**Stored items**
◆ ◆ ◆
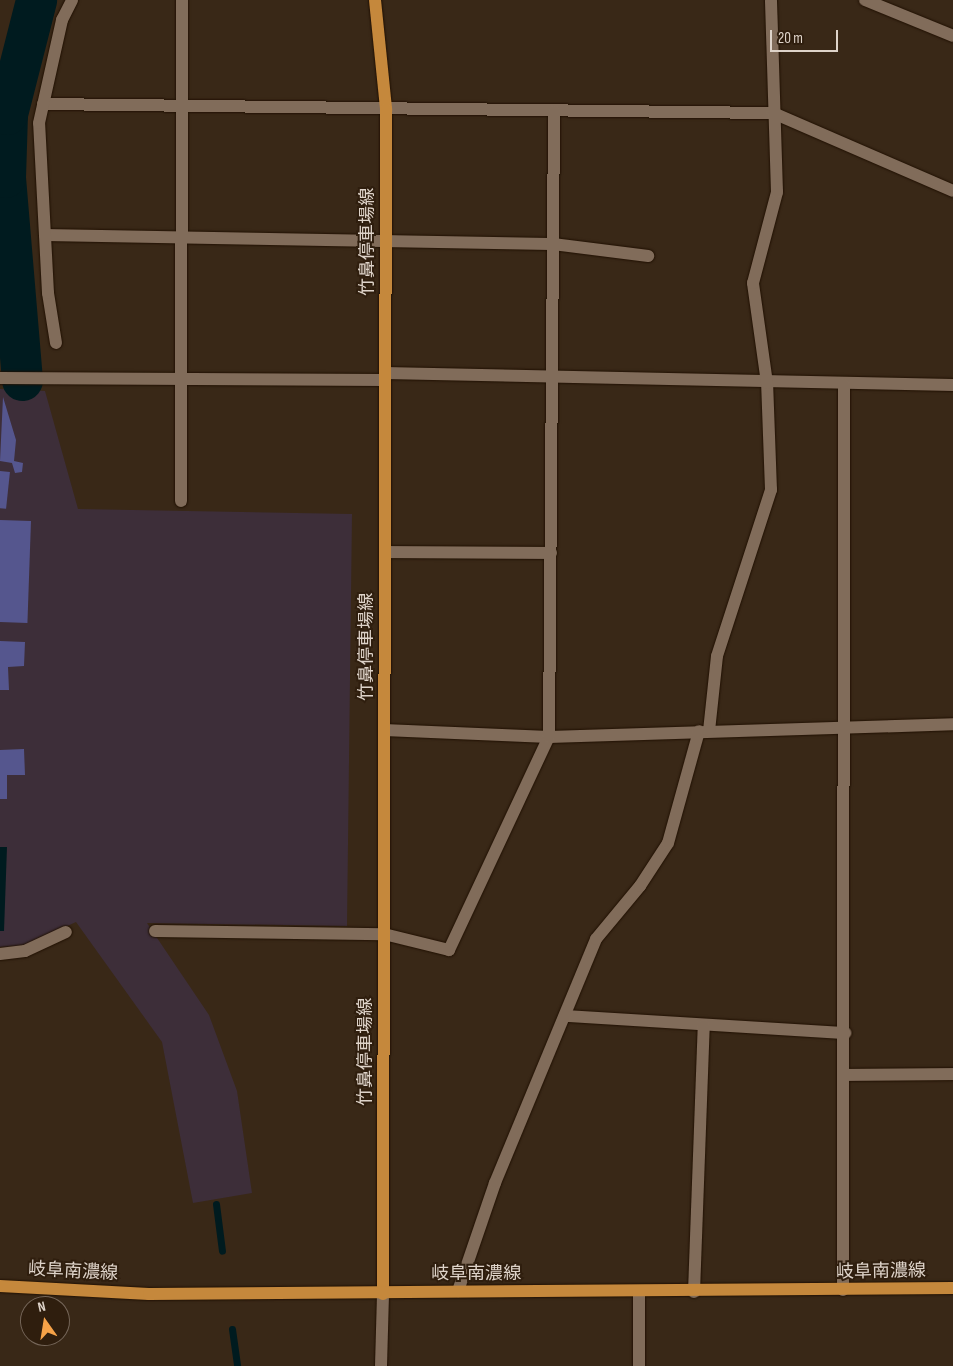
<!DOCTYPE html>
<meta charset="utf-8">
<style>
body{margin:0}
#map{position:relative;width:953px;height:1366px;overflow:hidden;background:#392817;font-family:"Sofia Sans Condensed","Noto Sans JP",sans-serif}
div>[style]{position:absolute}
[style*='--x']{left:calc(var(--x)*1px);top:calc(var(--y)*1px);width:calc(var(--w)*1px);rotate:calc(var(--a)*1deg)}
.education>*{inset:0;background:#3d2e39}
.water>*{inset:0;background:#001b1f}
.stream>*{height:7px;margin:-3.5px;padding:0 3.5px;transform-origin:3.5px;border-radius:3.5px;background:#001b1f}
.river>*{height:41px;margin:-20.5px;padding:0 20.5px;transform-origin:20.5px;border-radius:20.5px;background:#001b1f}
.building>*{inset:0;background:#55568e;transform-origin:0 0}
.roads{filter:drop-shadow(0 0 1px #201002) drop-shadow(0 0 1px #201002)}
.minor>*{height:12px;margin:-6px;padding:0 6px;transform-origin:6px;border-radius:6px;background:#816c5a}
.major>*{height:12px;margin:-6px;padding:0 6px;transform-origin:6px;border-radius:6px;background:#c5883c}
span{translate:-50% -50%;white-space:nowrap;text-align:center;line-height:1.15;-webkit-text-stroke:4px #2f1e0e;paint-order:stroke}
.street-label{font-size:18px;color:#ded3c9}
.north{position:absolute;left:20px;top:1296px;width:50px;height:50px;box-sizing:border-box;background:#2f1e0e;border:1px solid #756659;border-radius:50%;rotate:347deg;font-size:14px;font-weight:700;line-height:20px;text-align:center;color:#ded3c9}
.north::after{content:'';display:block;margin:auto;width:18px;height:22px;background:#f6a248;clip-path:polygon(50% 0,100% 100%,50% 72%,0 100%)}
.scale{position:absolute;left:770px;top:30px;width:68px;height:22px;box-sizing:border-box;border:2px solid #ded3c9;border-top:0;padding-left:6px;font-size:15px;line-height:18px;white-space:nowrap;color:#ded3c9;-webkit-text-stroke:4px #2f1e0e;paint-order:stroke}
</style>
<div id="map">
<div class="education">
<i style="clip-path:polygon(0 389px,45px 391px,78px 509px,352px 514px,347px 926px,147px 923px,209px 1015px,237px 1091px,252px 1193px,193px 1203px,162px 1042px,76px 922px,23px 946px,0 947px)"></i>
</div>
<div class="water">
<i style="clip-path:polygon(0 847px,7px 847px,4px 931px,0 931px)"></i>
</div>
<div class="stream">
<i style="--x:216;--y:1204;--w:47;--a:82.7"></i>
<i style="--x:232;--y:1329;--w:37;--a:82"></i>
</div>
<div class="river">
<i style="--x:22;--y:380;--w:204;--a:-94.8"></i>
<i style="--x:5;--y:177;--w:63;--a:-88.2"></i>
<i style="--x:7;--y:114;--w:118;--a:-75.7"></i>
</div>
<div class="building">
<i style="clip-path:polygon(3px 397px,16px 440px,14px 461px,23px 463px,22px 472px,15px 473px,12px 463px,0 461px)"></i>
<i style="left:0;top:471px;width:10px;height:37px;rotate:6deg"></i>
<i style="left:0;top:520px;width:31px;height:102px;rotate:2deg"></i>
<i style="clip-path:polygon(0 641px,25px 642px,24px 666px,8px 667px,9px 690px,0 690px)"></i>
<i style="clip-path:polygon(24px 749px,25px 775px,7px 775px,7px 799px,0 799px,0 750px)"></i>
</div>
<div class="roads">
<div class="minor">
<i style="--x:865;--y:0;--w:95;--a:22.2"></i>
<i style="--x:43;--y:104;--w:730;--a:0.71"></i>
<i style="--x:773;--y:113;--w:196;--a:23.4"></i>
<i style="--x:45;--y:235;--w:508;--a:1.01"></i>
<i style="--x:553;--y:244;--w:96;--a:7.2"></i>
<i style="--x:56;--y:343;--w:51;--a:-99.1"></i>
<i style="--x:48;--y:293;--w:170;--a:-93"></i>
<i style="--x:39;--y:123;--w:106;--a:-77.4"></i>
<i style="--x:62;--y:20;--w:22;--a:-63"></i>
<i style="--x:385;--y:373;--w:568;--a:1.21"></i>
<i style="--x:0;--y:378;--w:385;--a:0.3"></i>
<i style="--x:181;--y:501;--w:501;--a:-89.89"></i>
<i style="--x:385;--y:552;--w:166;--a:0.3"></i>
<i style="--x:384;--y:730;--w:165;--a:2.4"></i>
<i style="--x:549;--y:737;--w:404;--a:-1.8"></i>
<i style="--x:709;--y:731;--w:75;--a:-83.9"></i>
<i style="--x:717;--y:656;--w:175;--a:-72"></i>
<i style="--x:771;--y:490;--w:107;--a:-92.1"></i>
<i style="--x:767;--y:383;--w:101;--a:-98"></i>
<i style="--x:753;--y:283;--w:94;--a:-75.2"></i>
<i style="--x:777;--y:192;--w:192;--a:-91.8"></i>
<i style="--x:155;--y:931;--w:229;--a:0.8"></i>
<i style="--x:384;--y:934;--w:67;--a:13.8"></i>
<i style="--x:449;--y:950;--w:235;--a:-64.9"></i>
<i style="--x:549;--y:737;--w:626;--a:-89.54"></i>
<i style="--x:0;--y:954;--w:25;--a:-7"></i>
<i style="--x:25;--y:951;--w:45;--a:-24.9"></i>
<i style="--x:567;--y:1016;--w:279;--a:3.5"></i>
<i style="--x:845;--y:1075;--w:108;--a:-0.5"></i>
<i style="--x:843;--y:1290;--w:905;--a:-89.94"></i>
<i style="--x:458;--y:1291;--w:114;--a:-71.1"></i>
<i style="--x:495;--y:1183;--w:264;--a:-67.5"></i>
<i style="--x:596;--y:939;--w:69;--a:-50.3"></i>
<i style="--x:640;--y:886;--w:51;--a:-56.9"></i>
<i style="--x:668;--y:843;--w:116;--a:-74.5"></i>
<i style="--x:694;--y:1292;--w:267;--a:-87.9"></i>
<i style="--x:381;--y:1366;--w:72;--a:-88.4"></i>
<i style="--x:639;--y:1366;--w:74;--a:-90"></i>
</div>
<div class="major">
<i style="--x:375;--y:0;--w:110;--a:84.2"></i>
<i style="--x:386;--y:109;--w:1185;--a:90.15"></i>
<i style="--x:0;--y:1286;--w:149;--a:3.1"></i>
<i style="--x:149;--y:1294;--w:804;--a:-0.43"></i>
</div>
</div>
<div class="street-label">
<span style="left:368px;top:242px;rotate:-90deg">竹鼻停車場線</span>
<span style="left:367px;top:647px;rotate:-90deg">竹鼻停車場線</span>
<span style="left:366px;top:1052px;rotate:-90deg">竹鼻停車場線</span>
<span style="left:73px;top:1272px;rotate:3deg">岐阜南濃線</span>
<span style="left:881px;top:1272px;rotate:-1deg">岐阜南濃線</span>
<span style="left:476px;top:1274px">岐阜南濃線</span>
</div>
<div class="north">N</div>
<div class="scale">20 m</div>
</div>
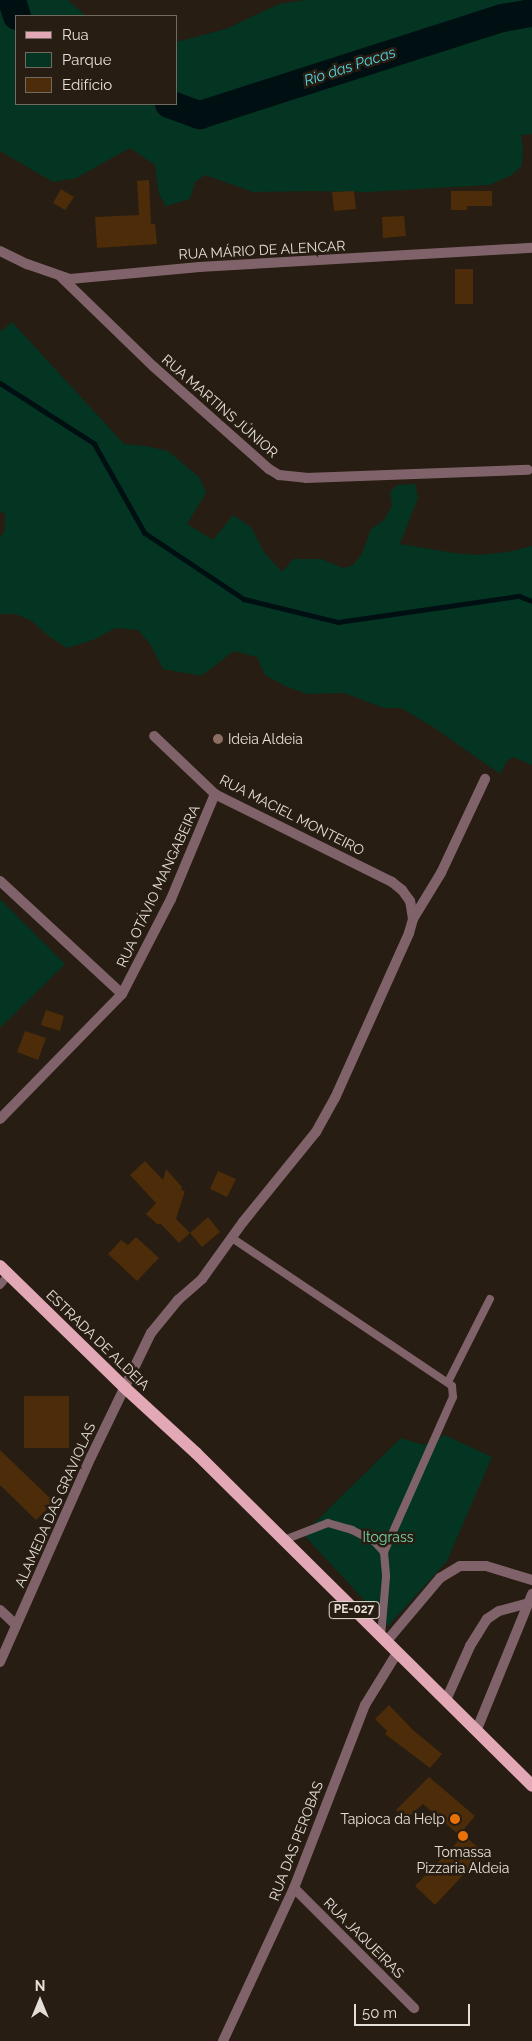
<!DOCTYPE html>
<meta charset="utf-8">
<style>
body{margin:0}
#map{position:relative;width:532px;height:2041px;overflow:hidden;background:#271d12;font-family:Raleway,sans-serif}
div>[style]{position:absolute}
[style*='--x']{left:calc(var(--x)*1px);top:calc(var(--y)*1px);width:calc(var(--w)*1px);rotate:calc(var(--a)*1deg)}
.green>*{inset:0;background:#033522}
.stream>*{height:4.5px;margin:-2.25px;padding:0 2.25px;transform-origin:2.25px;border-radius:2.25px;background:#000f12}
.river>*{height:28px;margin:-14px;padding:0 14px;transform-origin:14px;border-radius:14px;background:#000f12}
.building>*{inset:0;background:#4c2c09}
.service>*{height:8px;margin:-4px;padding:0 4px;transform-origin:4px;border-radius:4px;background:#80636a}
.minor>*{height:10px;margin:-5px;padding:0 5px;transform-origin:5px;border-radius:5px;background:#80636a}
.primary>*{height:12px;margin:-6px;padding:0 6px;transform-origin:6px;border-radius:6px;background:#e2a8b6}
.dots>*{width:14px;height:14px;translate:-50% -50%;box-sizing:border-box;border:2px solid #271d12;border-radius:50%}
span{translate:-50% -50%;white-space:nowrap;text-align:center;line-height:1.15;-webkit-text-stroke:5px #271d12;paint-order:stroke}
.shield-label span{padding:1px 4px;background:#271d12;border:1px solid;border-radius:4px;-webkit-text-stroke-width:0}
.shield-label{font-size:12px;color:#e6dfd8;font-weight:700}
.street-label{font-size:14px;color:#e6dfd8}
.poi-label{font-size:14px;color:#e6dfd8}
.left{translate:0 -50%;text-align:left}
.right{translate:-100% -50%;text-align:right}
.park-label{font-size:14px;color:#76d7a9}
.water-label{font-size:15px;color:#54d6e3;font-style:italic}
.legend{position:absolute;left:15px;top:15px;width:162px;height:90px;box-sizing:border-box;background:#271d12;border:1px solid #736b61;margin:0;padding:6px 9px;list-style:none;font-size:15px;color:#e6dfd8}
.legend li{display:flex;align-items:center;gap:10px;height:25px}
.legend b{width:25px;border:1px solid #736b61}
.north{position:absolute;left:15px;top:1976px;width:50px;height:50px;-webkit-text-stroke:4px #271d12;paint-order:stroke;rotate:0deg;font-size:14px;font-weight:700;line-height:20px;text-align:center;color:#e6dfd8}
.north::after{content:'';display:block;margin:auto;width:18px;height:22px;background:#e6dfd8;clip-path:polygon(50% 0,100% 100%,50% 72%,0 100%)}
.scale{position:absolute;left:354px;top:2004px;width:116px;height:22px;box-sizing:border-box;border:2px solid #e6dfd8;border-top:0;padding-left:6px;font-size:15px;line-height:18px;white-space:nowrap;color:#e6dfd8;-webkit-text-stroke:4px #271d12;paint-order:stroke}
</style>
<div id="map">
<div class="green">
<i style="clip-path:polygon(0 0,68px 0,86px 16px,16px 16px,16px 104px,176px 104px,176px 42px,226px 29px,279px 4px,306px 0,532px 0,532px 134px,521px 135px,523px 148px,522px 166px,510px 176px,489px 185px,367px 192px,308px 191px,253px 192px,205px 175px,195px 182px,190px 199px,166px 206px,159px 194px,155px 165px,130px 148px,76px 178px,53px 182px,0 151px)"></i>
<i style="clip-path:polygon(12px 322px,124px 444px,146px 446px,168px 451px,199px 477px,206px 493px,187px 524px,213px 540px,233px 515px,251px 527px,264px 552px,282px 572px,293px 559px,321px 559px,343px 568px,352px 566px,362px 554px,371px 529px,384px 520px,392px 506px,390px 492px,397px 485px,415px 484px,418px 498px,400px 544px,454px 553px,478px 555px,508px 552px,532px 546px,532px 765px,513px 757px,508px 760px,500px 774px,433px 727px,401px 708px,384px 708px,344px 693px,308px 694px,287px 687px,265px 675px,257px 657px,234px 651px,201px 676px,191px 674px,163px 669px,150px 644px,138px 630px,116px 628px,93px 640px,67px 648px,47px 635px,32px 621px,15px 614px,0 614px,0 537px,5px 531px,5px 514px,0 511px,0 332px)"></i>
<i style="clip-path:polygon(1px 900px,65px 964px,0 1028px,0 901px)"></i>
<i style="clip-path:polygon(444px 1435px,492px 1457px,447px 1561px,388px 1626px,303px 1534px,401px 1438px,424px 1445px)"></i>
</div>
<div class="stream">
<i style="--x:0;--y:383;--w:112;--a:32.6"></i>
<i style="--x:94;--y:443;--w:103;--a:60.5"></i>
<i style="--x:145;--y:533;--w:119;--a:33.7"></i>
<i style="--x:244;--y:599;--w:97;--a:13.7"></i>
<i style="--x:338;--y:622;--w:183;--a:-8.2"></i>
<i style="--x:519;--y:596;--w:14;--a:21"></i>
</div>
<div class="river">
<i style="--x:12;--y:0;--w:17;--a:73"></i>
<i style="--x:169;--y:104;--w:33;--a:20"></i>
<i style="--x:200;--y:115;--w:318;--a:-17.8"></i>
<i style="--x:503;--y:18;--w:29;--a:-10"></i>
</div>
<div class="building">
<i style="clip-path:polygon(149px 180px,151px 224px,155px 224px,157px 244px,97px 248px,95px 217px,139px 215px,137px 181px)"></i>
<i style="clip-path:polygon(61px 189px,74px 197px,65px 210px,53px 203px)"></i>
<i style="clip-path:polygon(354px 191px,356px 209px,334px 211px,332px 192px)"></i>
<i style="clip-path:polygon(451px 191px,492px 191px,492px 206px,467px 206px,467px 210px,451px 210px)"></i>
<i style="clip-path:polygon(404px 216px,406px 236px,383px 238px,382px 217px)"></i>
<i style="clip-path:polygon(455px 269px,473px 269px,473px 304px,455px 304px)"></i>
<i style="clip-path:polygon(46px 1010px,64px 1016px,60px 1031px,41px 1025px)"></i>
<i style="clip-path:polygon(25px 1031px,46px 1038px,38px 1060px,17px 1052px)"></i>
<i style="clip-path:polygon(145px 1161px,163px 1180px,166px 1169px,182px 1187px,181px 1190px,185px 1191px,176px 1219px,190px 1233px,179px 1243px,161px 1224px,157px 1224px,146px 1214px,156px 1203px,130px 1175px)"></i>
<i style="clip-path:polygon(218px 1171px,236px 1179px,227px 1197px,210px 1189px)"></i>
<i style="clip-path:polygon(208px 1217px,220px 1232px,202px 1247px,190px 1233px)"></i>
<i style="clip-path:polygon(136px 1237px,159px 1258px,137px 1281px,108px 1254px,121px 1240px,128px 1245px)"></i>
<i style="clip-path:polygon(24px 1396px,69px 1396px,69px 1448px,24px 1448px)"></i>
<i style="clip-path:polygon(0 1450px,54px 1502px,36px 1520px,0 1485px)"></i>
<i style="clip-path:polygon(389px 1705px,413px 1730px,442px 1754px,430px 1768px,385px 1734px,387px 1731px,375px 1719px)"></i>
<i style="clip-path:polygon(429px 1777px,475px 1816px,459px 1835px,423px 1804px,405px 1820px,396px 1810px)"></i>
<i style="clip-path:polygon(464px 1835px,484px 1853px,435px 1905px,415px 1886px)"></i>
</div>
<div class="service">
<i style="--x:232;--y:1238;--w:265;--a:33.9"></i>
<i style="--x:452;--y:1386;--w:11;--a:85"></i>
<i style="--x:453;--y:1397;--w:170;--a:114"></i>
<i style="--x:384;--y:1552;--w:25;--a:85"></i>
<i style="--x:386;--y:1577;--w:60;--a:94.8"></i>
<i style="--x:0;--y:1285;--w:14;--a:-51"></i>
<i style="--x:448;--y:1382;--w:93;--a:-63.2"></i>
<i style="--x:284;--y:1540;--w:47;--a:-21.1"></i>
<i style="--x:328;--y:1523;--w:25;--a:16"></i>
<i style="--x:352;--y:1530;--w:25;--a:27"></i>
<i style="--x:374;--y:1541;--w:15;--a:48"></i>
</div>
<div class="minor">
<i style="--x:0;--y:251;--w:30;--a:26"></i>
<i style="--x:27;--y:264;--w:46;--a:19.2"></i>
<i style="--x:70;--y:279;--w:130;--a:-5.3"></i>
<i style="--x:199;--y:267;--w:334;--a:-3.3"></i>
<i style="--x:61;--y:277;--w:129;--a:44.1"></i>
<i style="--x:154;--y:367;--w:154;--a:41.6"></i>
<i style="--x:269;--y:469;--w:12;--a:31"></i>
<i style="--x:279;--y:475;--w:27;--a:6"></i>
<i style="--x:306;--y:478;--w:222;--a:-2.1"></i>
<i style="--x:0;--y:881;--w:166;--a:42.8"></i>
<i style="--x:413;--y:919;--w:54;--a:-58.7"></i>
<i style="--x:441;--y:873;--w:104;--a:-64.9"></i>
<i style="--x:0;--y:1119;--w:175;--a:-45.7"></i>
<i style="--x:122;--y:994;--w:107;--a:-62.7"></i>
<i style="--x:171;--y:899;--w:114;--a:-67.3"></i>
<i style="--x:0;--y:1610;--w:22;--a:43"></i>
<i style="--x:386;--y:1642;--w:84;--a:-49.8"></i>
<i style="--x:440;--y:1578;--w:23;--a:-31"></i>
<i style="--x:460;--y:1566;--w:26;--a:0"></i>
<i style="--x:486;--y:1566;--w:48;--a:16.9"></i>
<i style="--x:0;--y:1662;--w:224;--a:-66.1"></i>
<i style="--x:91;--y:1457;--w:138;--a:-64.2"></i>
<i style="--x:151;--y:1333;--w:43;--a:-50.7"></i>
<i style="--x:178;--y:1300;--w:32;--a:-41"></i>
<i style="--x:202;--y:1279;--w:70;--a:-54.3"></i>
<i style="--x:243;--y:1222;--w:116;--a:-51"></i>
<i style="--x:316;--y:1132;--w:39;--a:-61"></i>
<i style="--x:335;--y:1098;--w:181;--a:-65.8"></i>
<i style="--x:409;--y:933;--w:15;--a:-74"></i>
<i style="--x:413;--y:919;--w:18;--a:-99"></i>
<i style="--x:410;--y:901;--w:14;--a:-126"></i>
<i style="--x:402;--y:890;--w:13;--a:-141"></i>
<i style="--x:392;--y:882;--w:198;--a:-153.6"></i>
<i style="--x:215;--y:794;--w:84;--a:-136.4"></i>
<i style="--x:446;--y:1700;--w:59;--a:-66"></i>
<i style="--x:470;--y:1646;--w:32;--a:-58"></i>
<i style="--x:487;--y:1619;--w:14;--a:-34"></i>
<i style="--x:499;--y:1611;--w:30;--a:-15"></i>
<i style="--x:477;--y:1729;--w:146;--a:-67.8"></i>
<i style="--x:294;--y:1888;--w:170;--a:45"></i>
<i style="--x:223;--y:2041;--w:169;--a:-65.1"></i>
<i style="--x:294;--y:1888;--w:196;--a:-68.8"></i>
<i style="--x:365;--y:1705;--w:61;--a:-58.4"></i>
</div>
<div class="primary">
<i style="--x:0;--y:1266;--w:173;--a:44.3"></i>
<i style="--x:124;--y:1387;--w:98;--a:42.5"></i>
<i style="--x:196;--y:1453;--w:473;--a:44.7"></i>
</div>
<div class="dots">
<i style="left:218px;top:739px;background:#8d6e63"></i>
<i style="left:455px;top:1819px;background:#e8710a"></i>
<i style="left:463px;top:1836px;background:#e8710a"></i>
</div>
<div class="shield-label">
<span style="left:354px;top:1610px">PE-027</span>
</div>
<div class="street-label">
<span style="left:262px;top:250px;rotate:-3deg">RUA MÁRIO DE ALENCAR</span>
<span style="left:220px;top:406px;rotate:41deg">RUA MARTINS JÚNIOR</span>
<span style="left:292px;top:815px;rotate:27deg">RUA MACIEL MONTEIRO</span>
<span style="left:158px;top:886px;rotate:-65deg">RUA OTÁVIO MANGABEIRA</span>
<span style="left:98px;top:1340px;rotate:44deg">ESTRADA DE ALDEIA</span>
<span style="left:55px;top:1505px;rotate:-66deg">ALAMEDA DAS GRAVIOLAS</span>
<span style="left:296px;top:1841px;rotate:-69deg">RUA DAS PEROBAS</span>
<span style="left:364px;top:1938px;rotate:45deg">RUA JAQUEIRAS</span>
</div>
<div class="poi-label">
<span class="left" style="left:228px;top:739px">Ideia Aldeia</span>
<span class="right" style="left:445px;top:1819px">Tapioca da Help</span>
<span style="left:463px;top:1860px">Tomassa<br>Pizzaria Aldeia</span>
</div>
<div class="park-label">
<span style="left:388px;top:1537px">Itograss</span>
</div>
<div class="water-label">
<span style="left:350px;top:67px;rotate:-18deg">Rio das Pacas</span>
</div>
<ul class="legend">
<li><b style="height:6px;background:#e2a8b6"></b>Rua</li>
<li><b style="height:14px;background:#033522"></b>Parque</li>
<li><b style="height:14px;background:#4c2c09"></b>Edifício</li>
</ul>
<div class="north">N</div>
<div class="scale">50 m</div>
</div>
◆ ◆ ◆
**ACTIVITY**
Only exact lines belong in the answer: those from the beginning of the entries above through the line holding "1px #201002) drop-shadow(0", with no pictures.

**THE ANSWER**
<!DOCTYPE html>
<meta charset="utf-8">
<style>
body{margin:0}
#map{position:relative;width:953px;height:1366px;overflow:hidden;background:#392817;font-family:"Sofia Sans Condensed","Noto Sans JP",sans-serif}
div>[style]{position:absolute}
[style*='--x']{left:calc(var(--x)*1px);top:calc(var(--y)*1px);width:calc(var(--w)*1px);rotate:calc(var(--a)*1deg)}
.education>*{inset:0;background:#3d2e39}
.water>*{inset:0;background:#001b1f}
.stream>*{height:7px;margin:-3.5px;padding:0 3.5px;transform-origin:3.5px;border-radius:3.5px;background:#001b1f}
.river>*{height:41px;margin:-20.5px;padding:0 20.5px;transform-origin:20.5px;border-radius:20.5px;background:#001b1f}
.building>*{inset:0;background:#55568e;transform-origin:0 0}
.roads{filter:drop-shadow(0 0 1px #201002) drop-shadow(0 0 1px #201002)}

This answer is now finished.